Total mesopancreas excision for periampullary malignancy: a single-center propensity score-matched comparison of long-term outcomes.

Langenbecks Arch Surg 2020 May 24;405(3):303-312. Epub 2020 Apr 24.

Digestive Surgery Unit, Fondazione Policlinico Universitario A. Gemelli IRCCS, Rome, Italy.

Purpose: Few comparative studies are available on the long-term prognostic role of mesopancreas (MP) excision after pancreaticoduodenectomy (PD). We compared the long-term outcomes of patients undergoing standard PD (sPD) and PD with MP excision (PD-MPe).

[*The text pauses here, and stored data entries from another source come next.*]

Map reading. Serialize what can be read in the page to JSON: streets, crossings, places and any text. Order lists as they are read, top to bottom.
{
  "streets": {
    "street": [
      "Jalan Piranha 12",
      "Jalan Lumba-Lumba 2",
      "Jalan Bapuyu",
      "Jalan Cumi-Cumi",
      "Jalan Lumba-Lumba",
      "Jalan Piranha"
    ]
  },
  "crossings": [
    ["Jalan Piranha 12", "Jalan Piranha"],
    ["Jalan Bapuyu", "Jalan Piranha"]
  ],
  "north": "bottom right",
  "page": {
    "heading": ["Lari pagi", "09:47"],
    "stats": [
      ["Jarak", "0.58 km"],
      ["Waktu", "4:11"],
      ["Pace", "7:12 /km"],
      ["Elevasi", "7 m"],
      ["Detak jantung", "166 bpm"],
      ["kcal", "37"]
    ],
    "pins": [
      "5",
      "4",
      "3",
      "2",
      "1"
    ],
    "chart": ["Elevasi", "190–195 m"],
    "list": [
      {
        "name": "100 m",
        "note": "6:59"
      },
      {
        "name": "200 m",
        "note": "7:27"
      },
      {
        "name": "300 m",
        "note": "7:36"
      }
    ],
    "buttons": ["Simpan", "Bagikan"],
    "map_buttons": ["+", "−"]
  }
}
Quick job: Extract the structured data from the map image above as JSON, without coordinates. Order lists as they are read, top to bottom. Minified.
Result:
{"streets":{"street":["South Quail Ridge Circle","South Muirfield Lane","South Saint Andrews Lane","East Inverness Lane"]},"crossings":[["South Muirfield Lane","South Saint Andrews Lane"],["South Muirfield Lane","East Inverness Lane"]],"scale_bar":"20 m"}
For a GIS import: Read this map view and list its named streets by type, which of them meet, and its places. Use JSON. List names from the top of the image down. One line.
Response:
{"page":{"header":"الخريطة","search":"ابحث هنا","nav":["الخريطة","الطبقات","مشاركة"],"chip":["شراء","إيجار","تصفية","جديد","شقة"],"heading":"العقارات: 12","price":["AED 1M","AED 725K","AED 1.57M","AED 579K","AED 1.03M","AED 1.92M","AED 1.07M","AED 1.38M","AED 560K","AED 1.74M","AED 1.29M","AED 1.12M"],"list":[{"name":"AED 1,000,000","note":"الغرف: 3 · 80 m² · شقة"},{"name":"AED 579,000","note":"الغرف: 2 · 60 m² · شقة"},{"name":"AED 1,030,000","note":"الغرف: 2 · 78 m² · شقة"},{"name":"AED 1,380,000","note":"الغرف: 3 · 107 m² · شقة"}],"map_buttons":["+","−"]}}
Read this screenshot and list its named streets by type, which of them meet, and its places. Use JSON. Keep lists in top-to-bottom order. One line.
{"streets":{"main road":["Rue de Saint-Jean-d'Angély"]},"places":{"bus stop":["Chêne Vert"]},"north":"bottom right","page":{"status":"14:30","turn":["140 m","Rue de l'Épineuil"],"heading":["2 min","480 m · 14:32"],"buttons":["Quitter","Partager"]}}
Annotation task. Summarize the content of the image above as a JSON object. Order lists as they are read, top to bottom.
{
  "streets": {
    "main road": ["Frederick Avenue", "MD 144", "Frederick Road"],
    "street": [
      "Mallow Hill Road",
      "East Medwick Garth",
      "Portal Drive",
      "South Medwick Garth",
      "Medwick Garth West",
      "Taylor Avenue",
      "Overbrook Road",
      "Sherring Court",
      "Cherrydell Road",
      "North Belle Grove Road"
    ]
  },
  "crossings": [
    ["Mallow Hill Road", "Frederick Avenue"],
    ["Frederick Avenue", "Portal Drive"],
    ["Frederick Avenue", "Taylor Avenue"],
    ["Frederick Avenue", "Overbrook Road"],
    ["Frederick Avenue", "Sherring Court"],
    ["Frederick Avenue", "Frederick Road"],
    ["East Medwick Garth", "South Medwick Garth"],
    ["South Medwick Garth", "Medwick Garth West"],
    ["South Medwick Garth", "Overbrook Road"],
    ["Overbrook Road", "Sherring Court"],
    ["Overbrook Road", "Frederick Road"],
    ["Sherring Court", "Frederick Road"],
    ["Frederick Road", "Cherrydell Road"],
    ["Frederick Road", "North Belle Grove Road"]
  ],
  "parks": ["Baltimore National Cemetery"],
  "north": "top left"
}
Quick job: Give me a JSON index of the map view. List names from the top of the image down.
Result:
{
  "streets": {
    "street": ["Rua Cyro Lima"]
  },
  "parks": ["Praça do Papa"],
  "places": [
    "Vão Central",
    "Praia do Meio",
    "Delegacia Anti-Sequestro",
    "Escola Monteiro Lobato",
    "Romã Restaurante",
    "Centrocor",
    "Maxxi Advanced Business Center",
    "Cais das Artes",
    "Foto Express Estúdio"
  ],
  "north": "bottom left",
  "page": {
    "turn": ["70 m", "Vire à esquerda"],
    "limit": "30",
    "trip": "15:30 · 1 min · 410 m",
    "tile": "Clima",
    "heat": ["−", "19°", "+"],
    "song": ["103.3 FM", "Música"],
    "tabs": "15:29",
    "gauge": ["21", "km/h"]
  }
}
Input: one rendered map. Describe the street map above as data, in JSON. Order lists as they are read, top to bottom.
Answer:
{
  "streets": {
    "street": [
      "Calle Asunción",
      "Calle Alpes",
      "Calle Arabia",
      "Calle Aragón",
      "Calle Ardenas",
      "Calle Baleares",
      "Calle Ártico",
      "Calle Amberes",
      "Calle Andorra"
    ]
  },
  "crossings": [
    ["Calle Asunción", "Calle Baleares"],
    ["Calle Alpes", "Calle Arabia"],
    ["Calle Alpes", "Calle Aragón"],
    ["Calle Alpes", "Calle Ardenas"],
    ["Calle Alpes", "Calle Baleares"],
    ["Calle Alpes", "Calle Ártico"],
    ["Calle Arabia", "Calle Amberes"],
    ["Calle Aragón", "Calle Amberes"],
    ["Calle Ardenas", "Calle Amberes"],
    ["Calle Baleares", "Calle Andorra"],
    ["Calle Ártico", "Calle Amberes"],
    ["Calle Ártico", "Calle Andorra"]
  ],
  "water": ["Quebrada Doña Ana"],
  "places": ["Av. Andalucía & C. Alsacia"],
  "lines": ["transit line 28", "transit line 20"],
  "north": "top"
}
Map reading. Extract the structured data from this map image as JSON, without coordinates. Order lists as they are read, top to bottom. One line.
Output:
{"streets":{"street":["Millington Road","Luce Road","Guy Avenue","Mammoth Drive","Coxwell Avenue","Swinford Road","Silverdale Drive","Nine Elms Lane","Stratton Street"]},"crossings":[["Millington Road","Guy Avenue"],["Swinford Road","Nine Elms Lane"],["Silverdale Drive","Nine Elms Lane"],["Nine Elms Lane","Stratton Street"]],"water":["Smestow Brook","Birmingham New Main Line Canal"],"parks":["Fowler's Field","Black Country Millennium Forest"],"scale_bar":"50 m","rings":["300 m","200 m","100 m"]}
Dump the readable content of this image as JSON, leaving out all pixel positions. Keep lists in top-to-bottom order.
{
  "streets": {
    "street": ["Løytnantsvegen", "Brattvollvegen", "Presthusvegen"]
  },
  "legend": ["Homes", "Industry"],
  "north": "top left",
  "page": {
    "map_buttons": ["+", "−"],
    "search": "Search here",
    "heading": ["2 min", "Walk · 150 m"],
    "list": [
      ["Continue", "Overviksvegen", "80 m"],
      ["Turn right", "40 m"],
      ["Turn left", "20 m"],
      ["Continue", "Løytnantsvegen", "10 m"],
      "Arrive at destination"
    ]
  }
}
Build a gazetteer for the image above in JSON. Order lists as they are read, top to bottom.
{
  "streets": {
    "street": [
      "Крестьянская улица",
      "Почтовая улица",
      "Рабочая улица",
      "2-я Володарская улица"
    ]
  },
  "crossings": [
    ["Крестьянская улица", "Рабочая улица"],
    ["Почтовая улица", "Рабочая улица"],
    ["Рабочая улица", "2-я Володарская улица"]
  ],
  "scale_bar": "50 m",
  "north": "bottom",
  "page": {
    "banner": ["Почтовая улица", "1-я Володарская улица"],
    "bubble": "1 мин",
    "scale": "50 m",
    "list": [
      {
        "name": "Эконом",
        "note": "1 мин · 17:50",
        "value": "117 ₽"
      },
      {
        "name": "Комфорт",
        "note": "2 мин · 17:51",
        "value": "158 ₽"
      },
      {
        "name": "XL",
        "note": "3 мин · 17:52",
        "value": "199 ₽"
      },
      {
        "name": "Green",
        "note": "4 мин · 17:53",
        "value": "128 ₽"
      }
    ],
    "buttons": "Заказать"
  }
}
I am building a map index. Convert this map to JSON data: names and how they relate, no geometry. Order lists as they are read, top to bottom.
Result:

Methods: Sixty sPDs were compared to 60 matched PD-MPe patients for intraoperative and postoperative data, histopathological findings, and long-term outcomes.

Results: R0 rate was similar in the two groups (p = 0.17). However, PD-MPe related to a lower rate of MP resection margin positivity (16.7% vs 5%; p = 0.04) and to a higher harvested lymph nodes number (19.8 ± 7.6 vs 10.1 ± 5.1; p < 0.0001). Local tumor recurrence was more frequent in the sPD cohort (55.5% vs 26.8% in the PD-MPe group; p = 0.002), with a consequent worse disease-free survival (DFS) (14.8% vs 22.3%; p = 0.04). An inferior 5-year overall survival (OS) was noted in case of MP margin positivity compared with MP margin negativity (0% vs 29%; p < 0.0001). MP positivity resulted as an independent prognostic factor for both a worse OS and DFS at the multivariate analysis.

Conclusion: PD-MPe offers clinical advantages in terms of MP resection margin status, local recurrence, long-term mortality, and DFS. The lower MP positivity rate, achieved with PD-MPe, leads to better outcomes both in terms of OS and DFS.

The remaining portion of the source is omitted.